Jakarta, IDN Times - Sebanyak 132 orang tewas dan 570 lainnya terluka setelah gempa bumi berkekuatan magnitudo 7,4 mengguncang wilayah barat Kolombia pada Senin (10/8/2026). Gempa menyebabkan bangunan runtuh di sejumlah kota dan memicu operasi penyelamatan besar-besaran.
Asosiasi Kota-kota Ibu Kota Kolombia melaporkan korban jiwa tersebar di sejumlah wilayah terdampak. Hingga pukul 11.30 waktu setempat, sedikitnya 40 orang tewas di Risaralda, 27 orang di Valle del Cauca, dan empat orang di Choco.
Wali Kota Pereira, Mauricio Salazar, mengonfirmasi sedikitnya 18 orang tewas di kota tersebut. Di Valle del Cauca, Gubernur Dilian Francisca Toro mengatakan sedikitnya 27 orang dilaporkan meninggal dunia.
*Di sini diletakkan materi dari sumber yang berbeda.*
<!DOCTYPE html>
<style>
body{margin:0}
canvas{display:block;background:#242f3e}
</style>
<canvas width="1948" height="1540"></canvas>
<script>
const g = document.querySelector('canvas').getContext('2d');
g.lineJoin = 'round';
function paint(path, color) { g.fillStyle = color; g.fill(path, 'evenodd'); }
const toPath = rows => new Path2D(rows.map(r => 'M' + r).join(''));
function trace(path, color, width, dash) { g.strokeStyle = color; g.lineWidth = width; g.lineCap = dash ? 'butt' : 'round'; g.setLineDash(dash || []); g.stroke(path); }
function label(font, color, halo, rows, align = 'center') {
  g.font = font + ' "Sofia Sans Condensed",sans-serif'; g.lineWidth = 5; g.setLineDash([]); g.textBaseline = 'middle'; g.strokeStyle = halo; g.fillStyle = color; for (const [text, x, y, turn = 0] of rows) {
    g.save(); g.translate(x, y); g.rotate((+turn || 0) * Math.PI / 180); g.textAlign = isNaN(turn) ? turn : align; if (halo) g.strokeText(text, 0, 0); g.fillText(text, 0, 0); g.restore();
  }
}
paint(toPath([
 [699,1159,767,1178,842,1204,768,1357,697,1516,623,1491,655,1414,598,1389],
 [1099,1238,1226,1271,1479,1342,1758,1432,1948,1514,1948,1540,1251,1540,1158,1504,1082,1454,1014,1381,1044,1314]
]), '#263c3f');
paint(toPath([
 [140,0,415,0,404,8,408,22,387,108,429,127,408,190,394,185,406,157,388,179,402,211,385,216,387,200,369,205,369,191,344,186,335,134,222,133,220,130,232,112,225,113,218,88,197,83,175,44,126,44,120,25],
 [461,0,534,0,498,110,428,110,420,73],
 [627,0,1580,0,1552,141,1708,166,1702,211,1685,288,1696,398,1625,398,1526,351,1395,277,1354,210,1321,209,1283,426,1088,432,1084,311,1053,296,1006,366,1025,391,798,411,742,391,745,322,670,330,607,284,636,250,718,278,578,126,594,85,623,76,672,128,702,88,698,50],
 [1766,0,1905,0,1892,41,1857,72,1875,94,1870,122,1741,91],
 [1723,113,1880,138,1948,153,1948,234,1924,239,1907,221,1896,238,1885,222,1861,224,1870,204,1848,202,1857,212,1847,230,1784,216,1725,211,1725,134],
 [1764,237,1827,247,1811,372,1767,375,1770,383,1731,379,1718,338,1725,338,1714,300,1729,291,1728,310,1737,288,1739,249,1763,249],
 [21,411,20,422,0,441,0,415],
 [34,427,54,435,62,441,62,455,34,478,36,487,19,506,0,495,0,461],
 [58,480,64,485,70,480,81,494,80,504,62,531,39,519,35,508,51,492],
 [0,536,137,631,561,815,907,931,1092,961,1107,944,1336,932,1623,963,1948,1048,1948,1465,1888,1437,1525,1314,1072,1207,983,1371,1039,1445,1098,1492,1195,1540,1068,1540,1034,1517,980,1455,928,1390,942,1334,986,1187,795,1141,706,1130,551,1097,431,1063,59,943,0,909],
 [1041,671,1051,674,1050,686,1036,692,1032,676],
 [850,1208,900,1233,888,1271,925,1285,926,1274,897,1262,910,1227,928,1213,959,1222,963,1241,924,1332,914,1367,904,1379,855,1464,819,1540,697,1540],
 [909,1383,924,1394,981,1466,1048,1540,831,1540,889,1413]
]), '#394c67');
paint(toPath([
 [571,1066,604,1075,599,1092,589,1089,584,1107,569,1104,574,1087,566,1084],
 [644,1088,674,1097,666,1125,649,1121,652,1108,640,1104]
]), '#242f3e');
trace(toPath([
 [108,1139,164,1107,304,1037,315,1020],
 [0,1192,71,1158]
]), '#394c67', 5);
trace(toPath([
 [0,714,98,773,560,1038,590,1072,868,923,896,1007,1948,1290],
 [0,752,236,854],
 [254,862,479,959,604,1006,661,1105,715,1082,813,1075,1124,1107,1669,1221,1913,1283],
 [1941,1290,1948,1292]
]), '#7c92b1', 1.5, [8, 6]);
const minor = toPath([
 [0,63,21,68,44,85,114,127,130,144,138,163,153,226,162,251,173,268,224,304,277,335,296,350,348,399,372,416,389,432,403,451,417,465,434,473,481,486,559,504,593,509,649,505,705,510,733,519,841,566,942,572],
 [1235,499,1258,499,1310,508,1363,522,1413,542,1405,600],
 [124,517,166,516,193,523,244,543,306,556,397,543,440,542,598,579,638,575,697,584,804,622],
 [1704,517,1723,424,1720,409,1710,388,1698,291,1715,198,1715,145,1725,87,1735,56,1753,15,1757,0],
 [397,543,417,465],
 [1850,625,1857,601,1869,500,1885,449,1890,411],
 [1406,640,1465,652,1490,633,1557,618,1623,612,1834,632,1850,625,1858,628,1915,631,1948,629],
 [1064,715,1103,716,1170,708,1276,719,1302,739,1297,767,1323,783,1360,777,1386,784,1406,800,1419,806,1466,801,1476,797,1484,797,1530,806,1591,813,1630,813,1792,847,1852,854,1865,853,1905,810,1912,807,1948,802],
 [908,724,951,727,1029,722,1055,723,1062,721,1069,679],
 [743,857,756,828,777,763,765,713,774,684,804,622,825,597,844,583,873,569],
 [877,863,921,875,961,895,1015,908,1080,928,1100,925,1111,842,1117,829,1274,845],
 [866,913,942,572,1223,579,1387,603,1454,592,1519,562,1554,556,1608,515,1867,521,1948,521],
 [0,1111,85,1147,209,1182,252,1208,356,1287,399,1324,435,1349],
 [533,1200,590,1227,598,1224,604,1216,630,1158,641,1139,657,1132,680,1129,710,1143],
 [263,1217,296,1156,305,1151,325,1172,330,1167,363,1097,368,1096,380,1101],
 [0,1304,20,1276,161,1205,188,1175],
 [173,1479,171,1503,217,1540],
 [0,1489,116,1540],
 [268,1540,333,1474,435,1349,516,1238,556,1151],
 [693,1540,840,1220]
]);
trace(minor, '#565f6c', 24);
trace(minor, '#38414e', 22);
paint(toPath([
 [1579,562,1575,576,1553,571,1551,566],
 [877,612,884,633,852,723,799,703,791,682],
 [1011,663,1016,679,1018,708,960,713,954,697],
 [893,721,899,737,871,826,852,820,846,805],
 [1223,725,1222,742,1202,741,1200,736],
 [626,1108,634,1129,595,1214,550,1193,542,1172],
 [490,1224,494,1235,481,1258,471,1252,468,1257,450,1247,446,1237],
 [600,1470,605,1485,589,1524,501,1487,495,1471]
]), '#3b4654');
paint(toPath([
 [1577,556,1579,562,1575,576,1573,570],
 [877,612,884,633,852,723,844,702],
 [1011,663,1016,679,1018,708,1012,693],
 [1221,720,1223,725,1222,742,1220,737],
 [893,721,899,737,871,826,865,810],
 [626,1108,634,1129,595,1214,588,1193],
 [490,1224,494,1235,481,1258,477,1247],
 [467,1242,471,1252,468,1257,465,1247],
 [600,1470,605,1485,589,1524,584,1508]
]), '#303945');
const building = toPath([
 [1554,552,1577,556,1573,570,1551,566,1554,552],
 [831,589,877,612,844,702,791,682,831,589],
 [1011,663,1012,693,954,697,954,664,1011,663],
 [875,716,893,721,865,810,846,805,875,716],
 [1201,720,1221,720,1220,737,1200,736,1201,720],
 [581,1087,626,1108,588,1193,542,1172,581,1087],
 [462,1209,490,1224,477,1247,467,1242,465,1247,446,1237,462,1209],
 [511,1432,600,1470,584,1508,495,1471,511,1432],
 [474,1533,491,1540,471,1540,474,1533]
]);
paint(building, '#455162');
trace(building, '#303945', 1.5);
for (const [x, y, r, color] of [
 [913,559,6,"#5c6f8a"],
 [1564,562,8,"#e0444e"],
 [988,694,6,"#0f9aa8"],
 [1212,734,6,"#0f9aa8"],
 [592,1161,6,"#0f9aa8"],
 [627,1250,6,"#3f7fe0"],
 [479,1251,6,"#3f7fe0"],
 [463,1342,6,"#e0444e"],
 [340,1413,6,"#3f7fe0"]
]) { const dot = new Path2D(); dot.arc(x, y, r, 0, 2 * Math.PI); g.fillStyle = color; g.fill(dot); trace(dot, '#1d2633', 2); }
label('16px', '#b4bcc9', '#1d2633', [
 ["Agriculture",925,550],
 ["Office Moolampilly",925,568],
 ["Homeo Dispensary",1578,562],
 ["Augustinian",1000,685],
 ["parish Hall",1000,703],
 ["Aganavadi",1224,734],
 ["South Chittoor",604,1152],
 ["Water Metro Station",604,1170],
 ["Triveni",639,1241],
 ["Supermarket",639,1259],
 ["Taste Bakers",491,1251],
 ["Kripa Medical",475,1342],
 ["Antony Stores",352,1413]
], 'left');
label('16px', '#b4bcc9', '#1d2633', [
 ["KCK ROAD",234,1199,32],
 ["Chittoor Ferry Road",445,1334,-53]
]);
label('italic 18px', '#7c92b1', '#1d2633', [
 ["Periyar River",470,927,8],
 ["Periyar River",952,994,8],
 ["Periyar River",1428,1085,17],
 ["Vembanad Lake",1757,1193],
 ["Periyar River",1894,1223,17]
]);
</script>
Presiden Kolombia, Abelardo de la Espriella, mengatakan gempa telah menyebabkan kerusakan pada 1.575 rumah, dengan 37 di antaranya hancur total. Selain itu, 61 bangunan dilaporkan runtuh, sementara 18 fasilitas kesehatan, 52 fasilitas pendidikan, 17 fasilitas komunitas, dan 18 ruas jalan mengalami kerusakan.